The fees borrowers must pony up for mortgages backed by the Federal Housing Administration have gotten so high that consumer advocates have joined the housing industry’s most prominent trade groups to call for lowering the costs.
FHA loans have been a popular source of financing for first-time home buyers and low-income families because they require a down payment of only 3.5 percent. Even borrowers with credit scores as low as 500 can qualify if they put more money down.
But when the FHA’s finances took a hit after the housing bust, the agency tried to beef up its cash cushion by raising the “annual premiums” it charges borrowers. Those fees, which are tacked onto monthly mortgage payments, were raised five times since 2010. They jumped from 0.55 percent of a loan’s value to 1.35 percent.
This surge translates into big bucks for FHA borrowers, and shuts too many people out of the housing market, the industry says.
For instance, a borrower who took out a $200,000 loan paid an annual premium of $91.66 per month before 2010. This year, a borrower who gets a loan of that size pays $225 per month in premiums. That’s a 145 percent increase.

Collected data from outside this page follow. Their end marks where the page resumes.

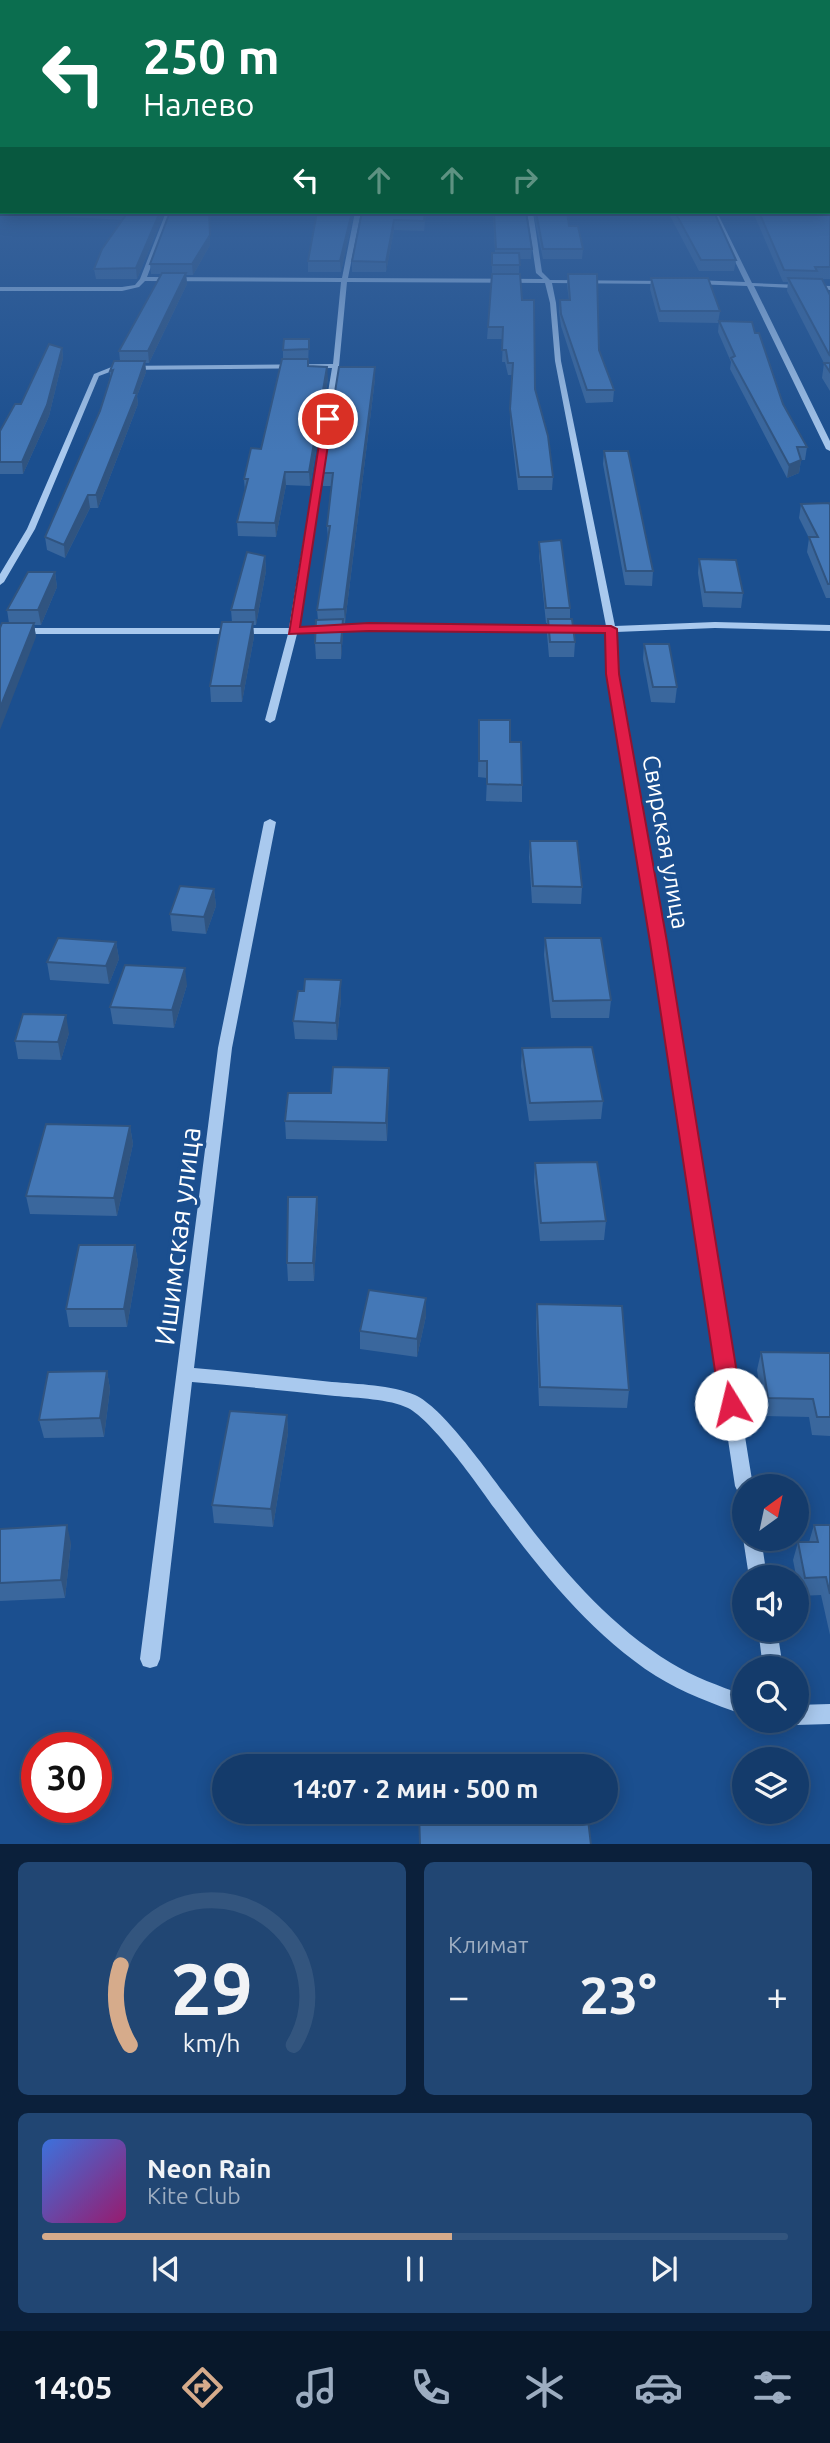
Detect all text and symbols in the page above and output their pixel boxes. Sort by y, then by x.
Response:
icon: left [28,28,119,119]
text: 250 m [143,28,280,83]
text: Налево [143,86,255,122]
icon: left [287,161,325,199]
icon: ahead [360,161,398,199]
icon: ahead [433,161,471,199]
icon: right [506,161,544,199]
pin [298,389,358,449]
icon: arrive [309,400,347,438]
street label: Свирская улица [637,753,695,931]
street label: Ишимская улица [148,1125,206,1347]
position arrow [694,1367,768,1441]
north arrow [732,1474,808,1550]
map controls [732,1474,809,1824]
button: sound [732,1565,809,1642]
button: search [732,1656,809,1733]
speed limit sign: 30 [21,1732,112,1823]
button: layers [732,1747,809,1824]
text: 14:07 · 2 мин · 500 m [292,1774,538,1803]
text: Климат [448,1932,528,1957]
text: 29 [171,1947,253,2029]
text: 23° [579,1966,657,2024]
text: − [448,1975,469,2017]
text: + [767,1975,788,2017]
text: km/h [183,2028,241,2056]
text: Neon Rain [147,2154,272,2183]
text: Kite Club [147,2183,241,2208]
icon: previous [147,2250,185,2288]
icon: pause [396,2250,434,2288]
icon: next [645,2250,683,2288]
icon: directions [178,2363,227,2412]
icon: music [292,2363,341,2412]
icon: phone [406,2363,455,2412]
icon: climate [520,2363,569,2412]
icon: car [634,2363,683,2412]
icon: filters [748,2363,797,2412]
text: 14:05 [33,2369,113,2405]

The FHA does not make loans. It insures lenders against losses should the loans go bad, and it uses borrower fees to cover those losses. But last year the agency’s cash reserves fell so low that it had to turn to taxpayers for help for the first time in its 80-year history. It drew $1.7 billion from the Treasury.
The FHA’s finances have improved since then. The agency recently announced that its cash reserves are back in the black for the first time in two years. Now, consumer groups – including the Center for American Progress and Enterprise Community Partners – are pushing the FHA to consider lowering its borrower fees.
“It’s time for FHA to do as deep an analysis as possible on this issue,” said Julia Gordon, CAP’s director of housing finance and policy. “We’re very concerned that people are being unnecessarily shut out. It’s important for taxpayers to be protected. But at the same time, the people being shut out are also taxpayers.”
The Mortgage Bankers Association and the National Association of Realtors have been saying the same thing for months. The Realtors group estimates that the high fees may have kept up to 375,000 potential buyers from using FHA loans last year. Some of those borrowers could not secure any other type of financing. The group also says that the share of people who use FHA loans to buy their first homes shrank from 56 percent to 39 percent during the past four years.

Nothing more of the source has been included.